The emphasis is on stuttering modification versus fluency shaping. The stutterer is encouraged to take complete responsibility for the successful management of his stuttering as the clinician can only guide, direct and encourage.
The program is designed for either individual or group therapy. The group (two or more) approach is strongly encouraged both for interest and mutual support which will grow during the program and will carry over to the post-therapy period of the stutterers’ lives.
The SSMP provides a practical, hands-on approach to stuttering therapy. It is a program of doing, not one of philosophizing about, theorizing about, nor debating about, stuttering. There is a myriad of information in those areas, and it is not our intent to add to that.

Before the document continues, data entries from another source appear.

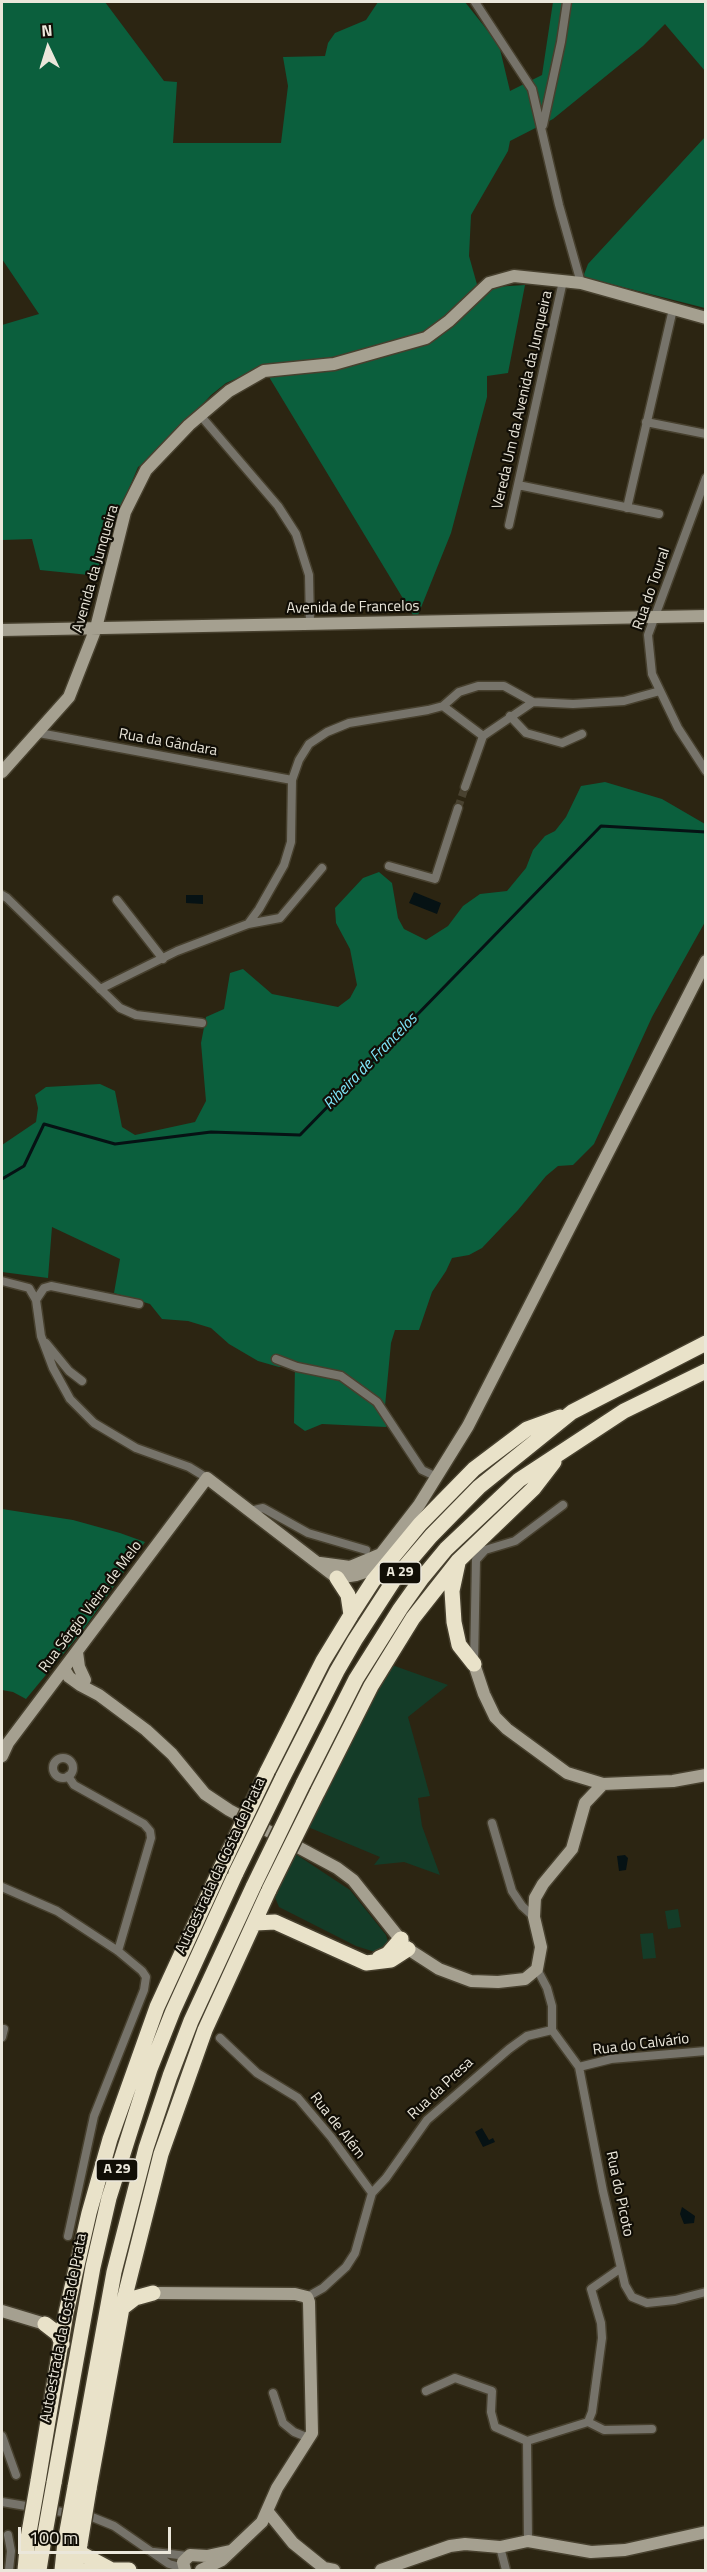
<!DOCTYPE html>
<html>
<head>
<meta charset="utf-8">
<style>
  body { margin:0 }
  #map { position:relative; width:707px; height:2572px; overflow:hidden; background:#2c2512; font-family:"Titillium Web",sans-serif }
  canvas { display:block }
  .frame { position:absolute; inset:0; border:3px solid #ebe7db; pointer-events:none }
  .north { position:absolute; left:18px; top:18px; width:60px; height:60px; -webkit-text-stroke:4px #110e06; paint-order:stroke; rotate:356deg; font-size:16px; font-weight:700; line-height:24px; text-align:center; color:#ebe7db }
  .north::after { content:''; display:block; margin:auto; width:21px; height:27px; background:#ebe7db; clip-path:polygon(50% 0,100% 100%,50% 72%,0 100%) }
  .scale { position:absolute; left:18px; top:2527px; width:153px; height:27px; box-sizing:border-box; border:3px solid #ebe7db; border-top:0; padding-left:8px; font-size:18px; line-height:21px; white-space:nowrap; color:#ebe7db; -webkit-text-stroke:4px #110e06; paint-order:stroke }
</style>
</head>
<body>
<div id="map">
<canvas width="707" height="2572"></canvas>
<div class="frame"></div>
<div class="north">N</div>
<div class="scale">100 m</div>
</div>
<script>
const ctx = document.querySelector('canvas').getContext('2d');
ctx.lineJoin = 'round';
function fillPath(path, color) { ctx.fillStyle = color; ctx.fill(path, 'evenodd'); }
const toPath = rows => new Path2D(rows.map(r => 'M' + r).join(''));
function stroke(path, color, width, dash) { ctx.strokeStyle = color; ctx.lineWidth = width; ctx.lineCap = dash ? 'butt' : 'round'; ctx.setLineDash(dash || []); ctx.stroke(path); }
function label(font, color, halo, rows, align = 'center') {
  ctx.font = font + ' "Titillium Web",sans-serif'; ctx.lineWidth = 4.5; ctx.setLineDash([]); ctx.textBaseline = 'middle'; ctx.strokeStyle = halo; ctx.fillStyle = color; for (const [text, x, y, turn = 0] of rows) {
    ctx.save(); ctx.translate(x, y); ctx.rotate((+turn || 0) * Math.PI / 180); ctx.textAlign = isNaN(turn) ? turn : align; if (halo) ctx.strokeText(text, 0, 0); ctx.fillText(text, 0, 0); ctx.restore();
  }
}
const green = toPath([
  [392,1665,448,1685,408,1717,430,1796,418,1798,422,1826,440,1875,404,1862,374,1865,380,1857,308,1827,368,1703],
  [294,1853,350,1890,386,1935,388,1942,385,1948,375,1952,356,1946,279,1907,274,1895],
  [678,1909,681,1927,668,1929,665,1911],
  [653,1933,656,1958,643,1959,640,1934]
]);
const forest = toPath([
  [2,2,105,2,164,81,177,82,173,143,281,143,288,86,283,57,325,56,328,43,335,33,366,20,378,2,465,2,499,45,510,91,542,75,553,2,705,2,705,71,665,24,643,46,553,119,510,141,508,151,471,215,469,256,478,288,525,285,508,373,487,376,487,397,451,533,416,620,266,372,247,374,226,383,211,395,157,453,138,467,115,522,99,576,40,570,32,539,2,540,2,325,39,314,2,259],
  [705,137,705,308,583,277,588,264],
  [605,782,662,799,705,824,705,922,652,1017,594,1144,573,1165,558,1166,546,1176,518,1210,482,1248,469,1255,452,1258,446,1271,432,1292,419,1330,395,1330,391,1343,385,1406,392,1420,386,1427,322,1424,305,1431,294,1423,295,1365,279,1367,258,1361,229,1344,211,1328,188,1321,162,1319,150,1304,114,1293,120,1259,52,1227,48,1278,2,1272,2,1145,36,1122,38,1108,35,1095,46,1087,100,1084,115,1091,122,1127,135,1135,195,1122,206,1101,201,1043,206,1017,224,1009,230,973,243,969,272,994,338,1007,350,998,357,985,350,949,336,923,335,908,363,878,379,872,392,883,398,918,404,929,426,940,448,926,463,906,480,894,507,891,526,868,533,850,545,836,555,831,566,817,581,786],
  [2,1509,73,1520,120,1533,145,1542,83,1630,26,1699,13,1692,2,1690]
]);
const water = toPath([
  [414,892,441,903,437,914,409,903],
  [186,895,203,895,203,904,186,903],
  [625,1855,628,1858,626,1870,619,1871,617,1856],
  [482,2128,489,2140,493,2138,495,2142,483,2147,475,2132],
  [682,2207,695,2216,694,2223,684,2224,680,2214]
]);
const stream = toPath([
  [2,1179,24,1166,44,1124,115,1144,211,1132,300,1135,601,826,706,832]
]);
const streetTunnel = toPath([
  [458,808,465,787]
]);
const street = toPath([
  [475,2,532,89,559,205,581,283],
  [543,125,561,42,567,2],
  [200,415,278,506,296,534,309,575,310,624],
  [646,422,706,434],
  [706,478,648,635,652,674,678,728,706,771],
  [518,485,659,514],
  [627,508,673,309],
  [509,525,563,281],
  [443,706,483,736,533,702],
  [510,716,526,733,562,743,582,734],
  [39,733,292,780],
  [465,787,483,736],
  [389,866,435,879,458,808],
  [2,895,7,898,120,1008,136,1015,202,1023],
  [117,900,163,959],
  [248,924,259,909,284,865,291,842,292,780,299,760,309,744,327,732,349,723,428,710,443,706,459,692,478,686,504,686,533,702,573,704,624,701,660,691],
  [100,989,177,951,248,924,280,918,322,868],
  [2,1281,29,1288,36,1300,41,1336,53,1368,70,1399,94,1423,136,1448,189,1467,207,1478],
  [36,1300,44,1288,51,1286,139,1304],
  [46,1343,69,1371,82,1381],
  [276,1359,297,1367,341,1376,377,1402,422,1470,437,1477],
  [250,1511,263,1508,308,1533,366,1550],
  [474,1664,476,1560,485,1550,515,1541,563,1505],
  '53 1768a10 10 0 1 1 20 0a10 10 0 1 1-20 0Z',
  [68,1776,74,1785,144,1824,150,1831,151,1838,118,1951],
  [492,1823,512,1891,522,1906,534,1917],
  [2,1887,57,1911,118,1951,142,1971,146,1977,144,1990,94,2116,68,2236],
  [537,1969,547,1988,552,2006,552,2030],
  [552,2030,579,2067,603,2191,625,2285,632,2297,647,2303,675,2300,706,2292],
  [2,2037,4,2029],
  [220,2038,257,2073,298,2098,331,2137,372,2193],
  [579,2067,611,2059,706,2051],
  [307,2297,323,2288,346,2267,355,2253,372,2193,386,2178,427,2120,509,2049,527,2036,552,2030],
  [426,2391,455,2378,492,2391,491,2412,495,2427,527,2441],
  [273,2393,283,2423,294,2432,309,2438],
  [588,2422,604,2430,652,2429],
  [2,2436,16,2475],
  [2,2502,92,2517,114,2526,169,2564,184,2568],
  [8,2535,11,2551,9,2570],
  [528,2541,527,2441,588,2422,592,2412,602,2338,601,2323,591,2289,621,2268],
  [500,2547,506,2570],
  [154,2552,187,2556]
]);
const secondary = toPath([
  [2,630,706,616],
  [2,772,69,697,96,628,125,512,146,470,189,425,229,391,264,371,334,364,426,338,449,321,489,283,514,276,581,283,706,318],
  [320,1563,350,1567,381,1554],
  [77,1652,79,1667,85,1680],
  [474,1664,484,1694,495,1717,507,1729,567,1773,603,1784,673,1781,706,1775],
  [64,1669,69,1677,80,1685,99,1695,146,1730,172,1754,205,1794,229,1810,337,1868,353,1880,408,1949,439,1969,471,1981,498,1982,525,1979,537,1969,541,1947,534,1917,535,1898,543,1884,572,1849,585,1803,603,1784],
  [2,1756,8,1743,207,1478,337,1578,356,1575,371,1570,378,1563,381,1554,419,1505,468,1426,706,961],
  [153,2293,295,2294,307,2297,309,2302,312,2433,277,2488,262,2522,222,2560,201,2570],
  [2,2311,45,2324],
  [268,2512,293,2543,324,2568,334,2570],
  [185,2570,183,2562,190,2555,207,2556,230,2551],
  [381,2570,450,2546,465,2544,500,2547,528,2541,591,2552,625,2550,706,2532]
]);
const highway = toPath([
  [458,1563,452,1591,454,1622,459,1645,474,1664],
  [337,1578,348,1595,351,1615],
  [267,1772,323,1661,351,1615,373,1581,420,1524,474,1469,527,1429,560,1417],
  [283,1777,337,1671,355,1640,396,1577,431,1536,479,1487,572,1412,706,1343],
  [303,1784,356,1679,400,1609,422,1578,446,1549,519,1480,624,1411,706,1371],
  [317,1793,371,1686,413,1618,458,1561,534,1488,554,1462],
  [255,1923,275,1922,366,1963,391,1960,408,1949],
  [379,1958,388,1954,401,1939],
  [122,2308,135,2298,153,2293],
  [45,2324,58,2334,62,2344],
  [38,2481,66,2313,89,2213,110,2139,157,2007,220,1870],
  [54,2483,93,2267,109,2198,150,2069,173,2011,236,1873],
  [75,2487,114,2272,146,2148,170,2076,191,2021,254,1885],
  [89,2489,122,2308,161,2154,205,2030,269,1890],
  [79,2549,82,2554,110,2569],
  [25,2570,28,2538],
  [39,2570,44,2539],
  [62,2570,65,2542],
  [75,2570,80,2544],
  [88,2570,129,2570]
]);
const highwayBridge = toPath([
  [220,1870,267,1772],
  [236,1873,283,1777],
  [254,1885,303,1784],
  [269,1890,317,1793],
  [28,2538,38,2481],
  [44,2539,54,2483],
  [65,2542,75,2487],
  [80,2544,89,2489]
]);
const shields = [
  [400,1573,42],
  [117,2170,42]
];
const shieldNames = [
  ["A 29",400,1573],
  ["A 29",117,2170]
];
const streetNames = [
  ["Vereda Um da Avenida da Junqueira",523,400,-77],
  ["Avenida da Junqueira",96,569,-74],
  ["Rua do Toural",652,589,-71],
  ["Avenida de Francelos",353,608,-1],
  ["Rua da Gândara",168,743,10],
  ["Rua Sérgio Vieira de Melo",91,1607,-53],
  ["Autoestrada da Costa de Prata",221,1866,-65],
  ["Rua do Calvário",641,2045,-7],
  ["Rua da Presa",441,2089,-43],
  ["Rua de Além",337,2126,52],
  ["Rua do Picoto",619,2194,78],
  ["Autoestrada da Costa de Prata",64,2328,-79]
];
const waterNames = [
  ["Ribeira de Francelos",371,1062,-46]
];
fillPath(green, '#143c28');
fillPath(forest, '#0b5f3d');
fillPath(water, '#061214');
stroke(stream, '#061214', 3);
stroke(streetTunnel, '#494230', 8, [8, 4]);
stroke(street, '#47402e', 11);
stroke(secondary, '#47402e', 15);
stroke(highway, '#47402e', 18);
stroke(street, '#76736a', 8);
stroke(secondary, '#a5a090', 12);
stroke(highway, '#e9e2c9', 15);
stroke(highwayBridge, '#47402e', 18, []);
stroke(highwayBridge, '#e9e2c9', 15);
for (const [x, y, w] of shields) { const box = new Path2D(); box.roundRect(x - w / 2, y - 11, w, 22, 4.5); ctx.fillStyle = '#110e06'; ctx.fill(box); stroke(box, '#ebe7db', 1.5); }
label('bold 14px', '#ebe7db', null, shieldNames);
label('15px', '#ebe7db', '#110e06', streetNames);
label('italic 16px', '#7fe5f9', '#110e06', waterNames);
</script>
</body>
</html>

The underlying rationale for this program is that stuttering is a unique communication disorder of presently unknown origin or origins, and it cannot be cured – not unlike many other human ills. The stutterer can, however, learn to manage his stuttering and his speech so that he can communicate as a stutterer in any situation without undue discomfort to himself or his listener. The clinician will guide and execute this therapy program, but it is the responsibility of the stutterer to accept not only the fact that he is a stutterer, but also the responsibility for changing his way of communicating to one that is much more socially acceptable.
About the Authors
Dr. Dorvan Breitenfeldt received his B.S. and M.S. degrees in speech pathology from the University of Minnesota, his Ph.D. degree from Southern Illinois University and completed a one-year post-doctoral fellowship at Case Western University.

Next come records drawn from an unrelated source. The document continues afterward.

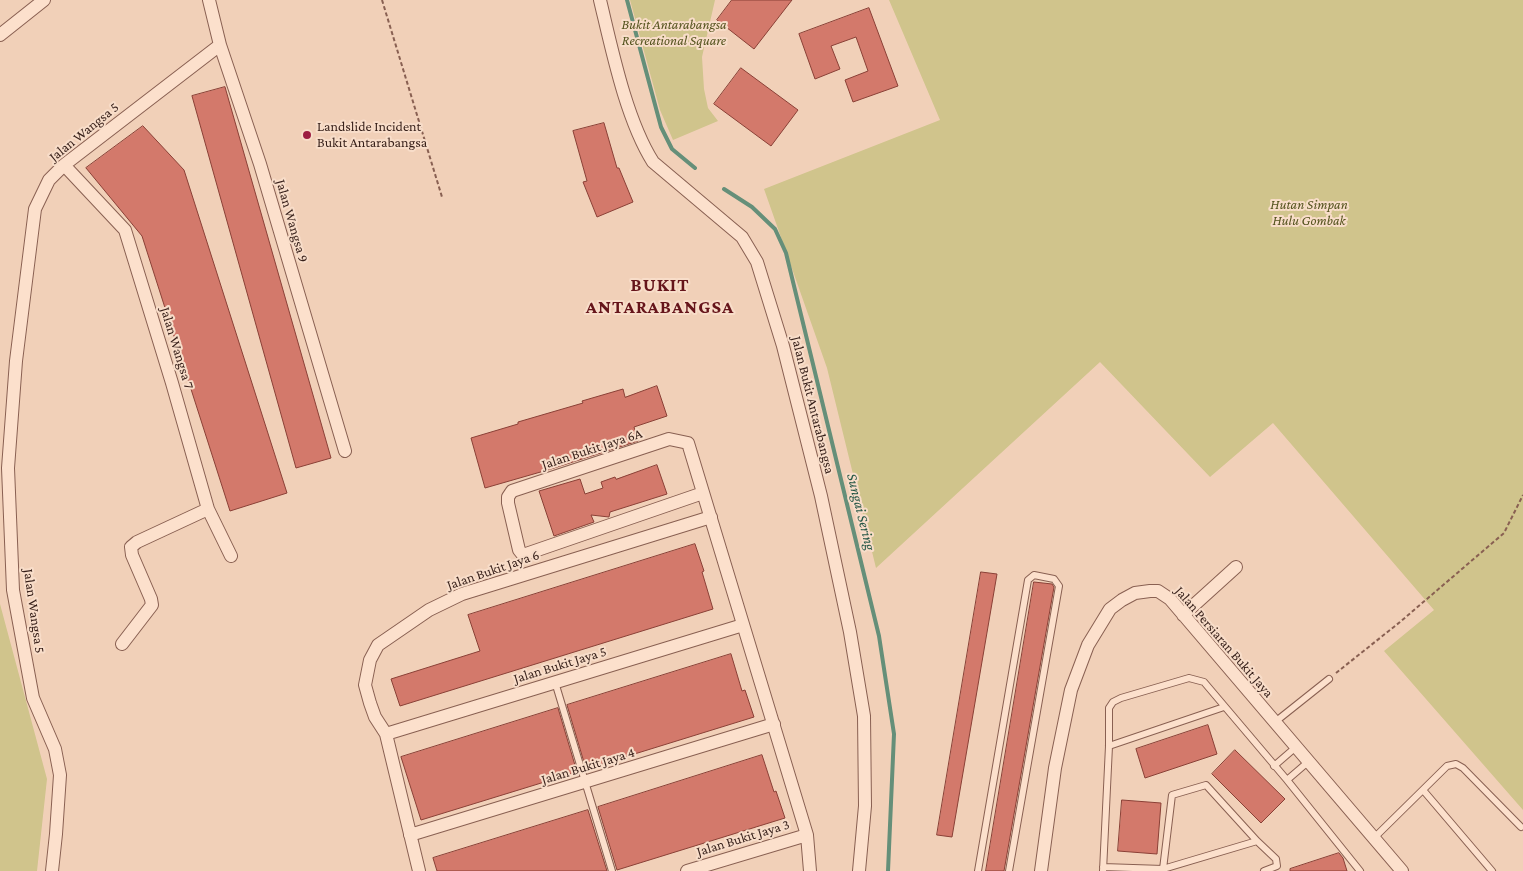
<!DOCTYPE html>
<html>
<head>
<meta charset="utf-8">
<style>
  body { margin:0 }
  canvas { display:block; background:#f1d0b8 }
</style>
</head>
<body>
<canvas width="1523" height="871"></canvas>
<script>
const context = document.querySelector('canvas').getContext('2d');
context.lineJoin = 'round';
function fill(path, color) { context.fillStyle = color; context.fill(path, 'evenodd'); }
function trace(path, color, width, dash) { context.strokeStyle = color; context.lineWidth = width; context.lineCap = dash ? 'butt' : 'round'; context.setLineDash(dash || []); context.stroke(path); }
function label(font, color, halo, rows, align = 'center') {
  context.font = font + ' "Crimson Pro",serif'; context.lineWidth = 4; context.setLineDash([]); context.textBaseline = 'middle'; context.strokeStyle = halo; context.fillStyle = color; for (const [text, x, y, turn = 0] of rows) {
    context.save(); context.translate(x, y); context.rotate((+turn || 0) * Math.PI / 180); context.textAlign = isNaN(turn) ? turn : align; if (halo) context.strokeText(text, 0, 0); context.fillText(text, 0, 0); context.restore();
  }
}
const green = new Path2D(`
  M630,0H715L702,57L704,89L708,108L718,121L673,140L660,110Z
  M889,0H1523V810L1384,651L1434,610L1273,423L1210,477L1100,362L876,568L827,368L764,189L940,120Z
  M0,604L47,779L37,871H0Z`);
const stream = new Path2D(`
  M627,0L661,127L672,149L695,168
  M724,189L752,207L775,229L786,253L879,636L894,734L888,871`);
const building = new Path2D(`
  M732,0H792L754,49L717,20Z
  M869,8L898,86L853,102L845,80L868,71L856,37L831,46L840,69L815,79L799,34Z
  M741,68L798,110L771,146L714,104Z
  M225,87L331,458L296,468L192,96Z
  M604,123L617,168H619L633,202L597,217L583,182L587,181L573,131Z
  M143,126L184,170L287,493L230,511L142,236L86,168Z
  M657,386L667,416L634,427L638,441L551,469L485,488L471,438L518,424V422L583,403L582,401L623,389L625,397Z
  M657,465L667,494L610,512L609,517L591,515L594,522L554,536L539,491L580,479L585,494L603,488L601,482L615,477L616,479Z
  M695,544L704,571L702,572L713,609L400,706L391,679L480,651L468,615Z
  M981,572L997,574L952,837L937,835Z
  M1034,582L1052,584L1054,587L1004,871H986Z
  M731,654L742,691L745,690L754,717L586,769L567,705Z
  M558,708L577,772L421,820L401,757Z
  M1208,725L1217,754L1145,778L1136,749Z
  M1235,750L1285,799L1261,823L1212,774Z
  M762,755L774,792L776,791L785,818L617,870L598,807Z
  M1122,800L1161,803L1157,854L1118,851Z
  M588,810L607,871H437L433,858Z
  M1339,853L1343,858L1347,871H1290V869Z`);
const path = new Path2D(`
  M382,0L442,197
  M1336,673L1400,622L1504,533L1523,495`);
const service = new Path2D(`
  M555,682L612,871
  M1275,722L1329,679
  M1109,746L1224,707
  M1274,766L1296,747
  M1287,780L1308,762
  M1423,790L1492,871
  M1374,838L1447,766L1456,764L1463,768L1521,827
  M1103,867L1163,869L1257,841
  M1163,869L1172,795L1206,785L1257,841L1276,859L1277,866L1264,871
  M978,871L1028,580L1034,575L1054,579L1059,586L1009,871
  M1103,871L1109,746V708L1113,702L1121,698L1189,678L1204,682L1287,780L1360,871`);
const minor = new Path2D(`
  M209,0L220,45L260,164L345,451
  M600,0C612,50 626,119 653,162L742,237L757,262L783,346L821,496L850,632L864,716L865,806L859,871
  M0,35L44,0
  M64,165L125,230L172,383L208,509L231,556
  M703,493L523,555L519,550L508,503V497L512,491L669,439L688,443L807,835L810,871
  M1183,615L1236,567
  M122,644L152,605L151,599L132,555L131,547L137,542L208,509
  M386,734L743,625
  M410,835L774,724
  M52,871L56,834L60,775L55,749L33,698L13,590L8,468L16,361L35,209L49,180L64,165L220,45
  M419,871L386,734L375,717L370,703L365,685L370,660L378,645L429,610L462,594L711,517
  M687,871L807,835
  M1041,871L1055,768L1071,690L1088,645L1110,609L1122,600L1135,593L1150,591H1158L1170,599L1402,871`);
const markers = [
  [307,135,5,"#9d1d42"]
];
const parkNames = [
  ["Bukit Antarabangsa",674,25],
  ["Recreational Square",674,41],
  ["Hutan Simpan",1309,205],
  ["Hulu Gombak",1309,221]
];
const poiNames = [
  ["Landslide Incident",317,127],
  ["Bukit Antarabangsa",317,143]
];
const streetNames = [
  ["Jalan Wangsa 5",84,132,-39],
  ["Jalan Wangsa 9",292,221,74],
  ["Jalan Wangsa 7",177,348,73],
  ["Jalan Bukit Antarabangsa",813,405,76],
  ["Jalan Bukit Jaya 6A",592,449,-18],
  ["Jalan Bukit Jaya 6",493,570,-19],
  ["Jalan Wangsa 5",34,611,82],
  ["Jalan Persiaran Bukit Jaya",1224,642,49],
  ["Jalan Bukit Jaya 5",560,665,-17],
  ["Jalan Bukit Jaya 4",588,766,-17],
  ["Jalan Bukit Jaya 3",743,838,-17]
];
const waterNames = [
  ["Sungai Sering",861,512,76]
];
const districtNames = [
  ["BUKIT",660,285],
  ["ANTARABANGSA",660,307]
];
fill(green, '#d0c48c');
trace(stream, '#658f79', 4);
fill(building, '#d3796b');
trace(building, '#8a4036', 1);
trace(service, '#896052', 8);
trace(minor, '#896052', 14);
trace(path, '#896052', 2, [4, 2.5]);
trace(service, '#fce0cc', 6);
trace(minor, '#fce0cc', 12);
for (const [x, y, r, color] of markers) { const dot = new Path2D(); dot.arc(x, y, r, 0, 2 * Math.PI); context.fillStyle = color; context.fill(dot); trace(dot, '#f8ddc9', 2); }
label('italic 14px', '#54531e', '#f8ddc9', parkNames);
label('14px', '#361f19', '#f8ddc9', poiNames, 'left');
label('14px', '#361f19', '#f8ddc9', streetNames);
label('italic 15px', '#265746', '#f8ddc9', waterNames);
context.letterSpacing = '1px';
label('bold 19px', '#66151b', '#f8ddc9', districtNames);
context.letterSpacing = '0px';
</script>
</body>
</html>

Dr. Breitenfeldt has given presentations on stuttering to numerous organizations including the American Speech and Hearing Association, the National Stuttering Association, the International Stuttering Association, the International Fluency Association, and Friends: The National Association of Young People Who Stutter.
As a life-long stutterer, Dr. Breitenfeldt’s passion has always been to improve the quality of stutterers’ lives and to develop qualified clinicians for the treatment of stuttering. He has received numerous honors and awards including election into the Hall of Fame of the National Stuttering Association and the Clinician of Distinction Award at a Congress of the International Fluency Association.
Delores Rustad Lorenz is a retired speech pathologist from the public school system in Spokane, Washington. She has worked as a supervisor for 18 Successful Stuttering Management Program Workshops. Her interests include both the child and adult stutterer. She has been a speaker on stuttering therapy at national and international conferences.